**Input material:**

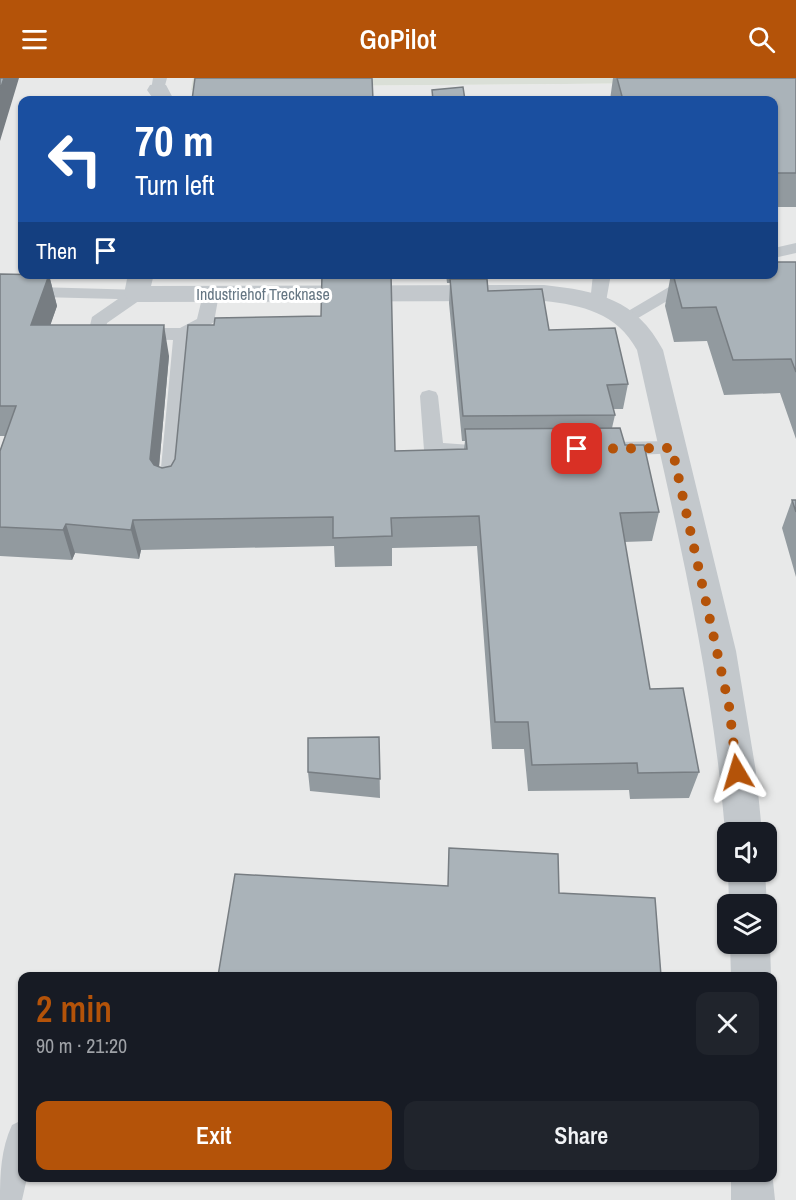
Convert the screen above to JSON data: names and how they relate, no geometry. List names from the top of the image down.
{
  "streets": {
    "street": ["Industriehof Trecknase"]
  },
  "page": {
    "header": "GoPilot",
    "turn": ["70 m", "Turn left"],
    "then": "Then",
    "heading": ["2 min", "90 m · 21:20"],
    "buttons": ["Exit", "Share"]
  }
}
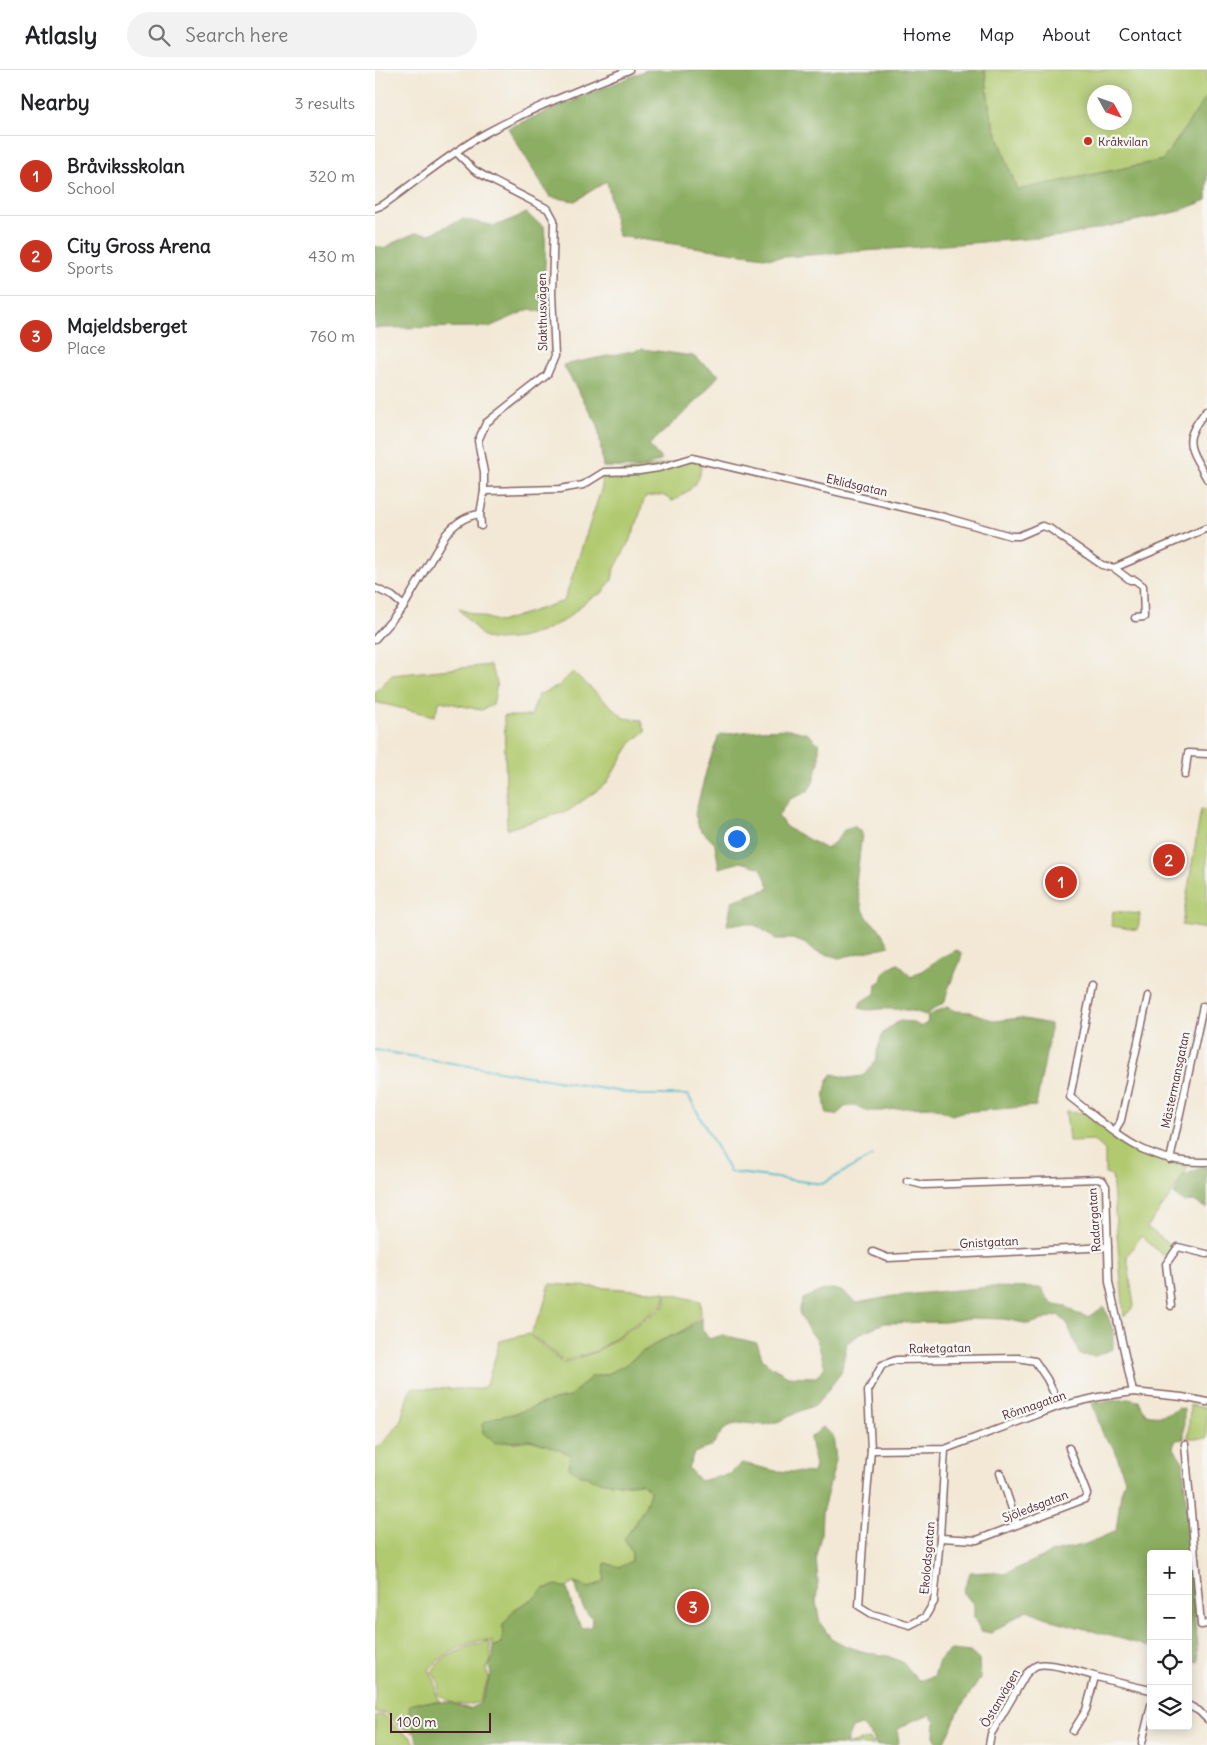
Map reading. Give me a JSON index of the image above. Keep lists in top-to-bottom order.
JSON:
{
  "streets": {
    "street": [
      "Slakthusvägen",
      "Eklidsgatan",
      "Mästermansgatan",
      "Radargatan",
      "Gnistgatan",
      "Raketgatan",
      "Rönnagatan",
      "Sjöledsgatan",
      "Ekolodsgatan",
      "Östanvägen"
    ]
  },
  "crossings": [
    ["Slakthusvägen", "Eklidsgatan"],
    ["Radargatan", "Gnistgatan"],
    ["Radargatan", "Rönnagatan"],
    ["Raketgatan", "Rönnagatan"],
    ["Raketgatan", "Ekolodsgatan"],
    ["Rönnagatan", "Ekolodsgatan"],
    ["Sjöledsgatan", "Ekolodsgatan"]
  ],
  "places": ["Kråkvilan"],
  "scale_bar": "100 m",
  "north": "bottom right",
  "page": {
    "header": "Atlasly",
    "search": "Search here",
    "nav": [
      "Home",
      "Map",
      "About",
      "Contact"
    ],
    "heading": ["Nearby", "3 results"],
    "list": [
      {
        "mark": "1",
        "name": "Bråviksskolan",
        "note": "School",
        "value": "320 m"
      },
      {
        "mark": "2",
        "name": "City Gross Arena",
        "note": "Sports",
        "value": "430 m"
      },
      {
        "mark": "3",
        "name": "Majeldsberget",
        "note": "Place",
        "value": "760 m"
      }
    ],
    "pins": ["2", "1", "3"],
    "map_buttons": ["+", "−"],
    "scale": "100 m"
  }
}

**Instructions to follow:** The answer should consist of the lines from the one with "Map reading. Give" through the last line of the entries, duplicated exactly and nothing more.

**Output for this exercise:**
Map reading. Give me a JSON index of the image above. Keep lists in top-to-bottom order.
JSON:
{
  "streets": {
    "street": [
      "Slakthusvägen",
      "Eklidsgatan",
      "Mästermansgatan",
      "Radargatan",
      "Gnistgatan",
      "Raketgatan",
      "Rönnagatan",
      "Sjöledsgatan",
      "Ekolodsgatan",
      "Östanvägen"
    ]
  },
  "crossings": [
    ["Slakthusvägen", "Eklidsgatan"],
    ["Radargatan", "Gnistgatan"],
    ["Radargatan", "Rönnagatan"],
    ["Raketgatan", "Rönnagatan"],
    ["Raketgatan", "Ekolodsgatan"],
    ["Rönnagatan", "Ekolodsgatan"],
    ["Sjöledsgatan", "Ekolodsgatan"]
  ],
  "places": ["Kråkvilan"],
  "scale_bar": "100 m",
  "north": "bottom right",
  "page": {
    "header": "Atlasly",
    "search": "Search here",
    "nav": [
      "Home",
      "Map",
      "About",
      "Contact"
    ],
    "heading": ["Nearby", "3 results"],
    "list": [
      {
        "mark": "1",
        "name": "Bråviksskolan",
        "note": "School",
        "value": "320 m"
      },
      {
        "mark": "2",
        "name": "City Gross Arena",
        "note": "Sports",
        "value": "430 m"
      },
      {
        "mark": "3",
        "name": "Majeldsberget",
        "note": "Place",
        "value": "760 m"
      }
    ],
    "pins": ["2", "1", "3"],
    "map_buttons": ["+", "−"],
    "scale": "100 m"
  }
}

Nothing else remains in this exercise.